В самом деле, Эдуард Мане и его последователи строили принципы своего искусства на новейших достижениях теоретической оптики, на трудах Гельмгольца и Шеврейля. Трактовка ими цвета как отдельных мазков чистых красок, определенным образом воспринятых глазом; линий как сопоставления различно окрашенных (или, вернее, различно освещенных) поверхностей; светотени как иного проявления света, как сочетания и борьбы световых лучей разной силы; открытие и обоснование принципа «дополнительных цветов» и «закона валеров», — все эти творческие основы импрессионистской живописи прямо связаны с современной им теоретической оптикой. Именно на основе науки живописцы и сумели найти то, что так страстно и порой безнадежно искали их современники — философы, поэты, физики, биологи: утраченную позитивистским мировоззрением «цельность мира». Для импрессионистов эта цельность распространялась, естественно, лишь на оптическую среду. Но и это казалось большим завоеванием. Ведь если доминирующую роль играет не цвет, а свет и если все цвета, взаимопроникая друг в друга, суть различные проявления так или иначе преломившегося светового луча, то падают перегородки, отделявшие, скажем, красное от зеленого, желтое от синего. Расщепленный колористический мир обретает единство.

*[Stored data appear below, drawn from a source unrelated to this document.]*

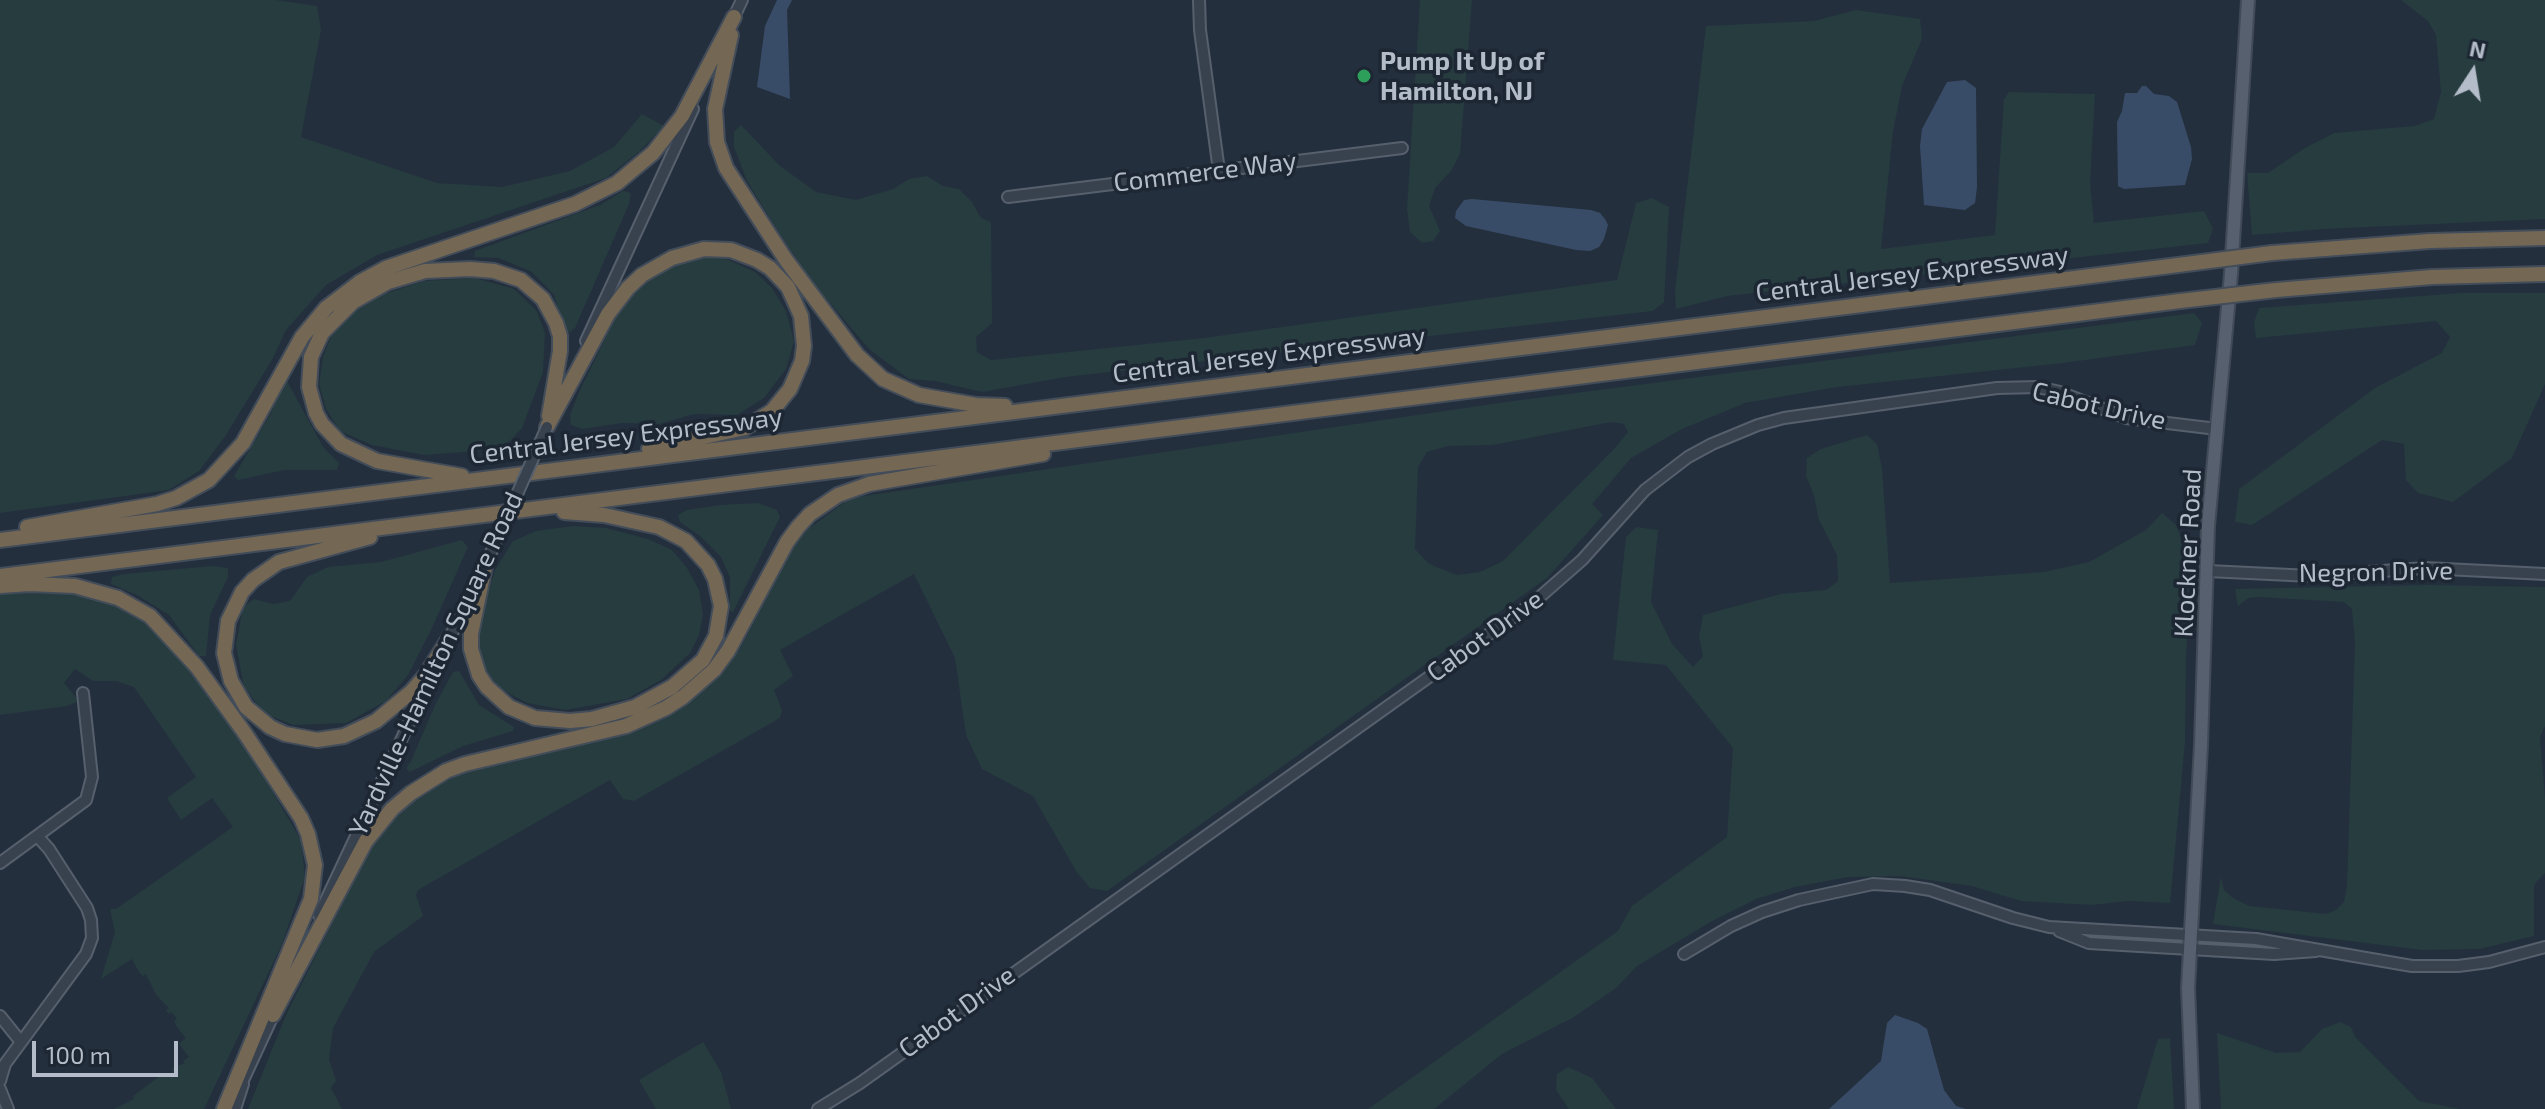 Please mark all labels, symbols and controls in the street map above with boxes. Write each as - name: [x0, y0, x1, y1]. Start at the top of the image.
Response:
- north arrow: [2433, 32, 2513, 112]
- text: N: [2468, 34, 2488, 63]
- place label: Pump It Up of Hamilton, NJ: [1380, 45, 1544, 106]
- marker: Pump It Up of Hamilton, NJ: [1355, 67, 1373, 85]
- street label: Commerce Way: [1112, 145, 1298, 199]
- street label: Central Jersey Expressway: [1754, 239, 2070, 309]
- street label: Central Jersey Expressway: [1111, 320, 1427, 390]
- street label: Cabot Drive: [2029, 375, 2169, 437]
- street label: Central Jersey Expressway: [468, 401, 784, 471]
- street label: Klockner Road: [2168, 468, 2208, 638]
- street label: Yardville-Hamilton Square Road: [342, 487, 530, 841]
- street label: Negron Drive: [2299, 555, 2453, 589]
- street label: Cabot Drive: [1421, 583, 1549, 689]
- street label: Cabot Drive: [893, 959, 1021, 1065]
- scale bar: [36, 1025, 182, 1075]
- text: 100 m: [46, 1040, 111, 1069]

Единство мира — это то, что Тэн ищет на путях философских абстракций, а Золя — на путях «научности». Вот почему Золя с таким воодушевлением приветствует новых художников. Он горячо одобряет «научность» творческого метода Мане. Художественное творчество, которое для Золя как способ познания мира вообще дискредитировано, теперь возвышается до уровня науки и даже заимствует свой метод от науки, оставаясь при этом искусством, то есть сохраняя индивидуальный облик, свойственный художнику. «Он — дитя нашего века, — пишет Золя о Мане. — Я вижу в нем живописца-аналитика. Сейчас все проблемы снова поставлены на рассмотрение, наука стала искать прочных оснований и потому вернулась к точному наблюдению фактов».

Научность — это только одна сторона дела. Другая — касается личности художника. В статьях о Мане Золя наиболее отчетливо формулирует принципы своей эстетики, заявляя, что «произведение искусства — это кусок действительности, увиденный через темперамент» и что в искусстве ценно, долговечно, притягательно прежде всего индивидуальное начало, прежде всего вещь, носящая печать своеобразия создавшего ее человека. В картине его интересует не то, что изображено, а то, в какой мере личность художника отразилась на его живописи.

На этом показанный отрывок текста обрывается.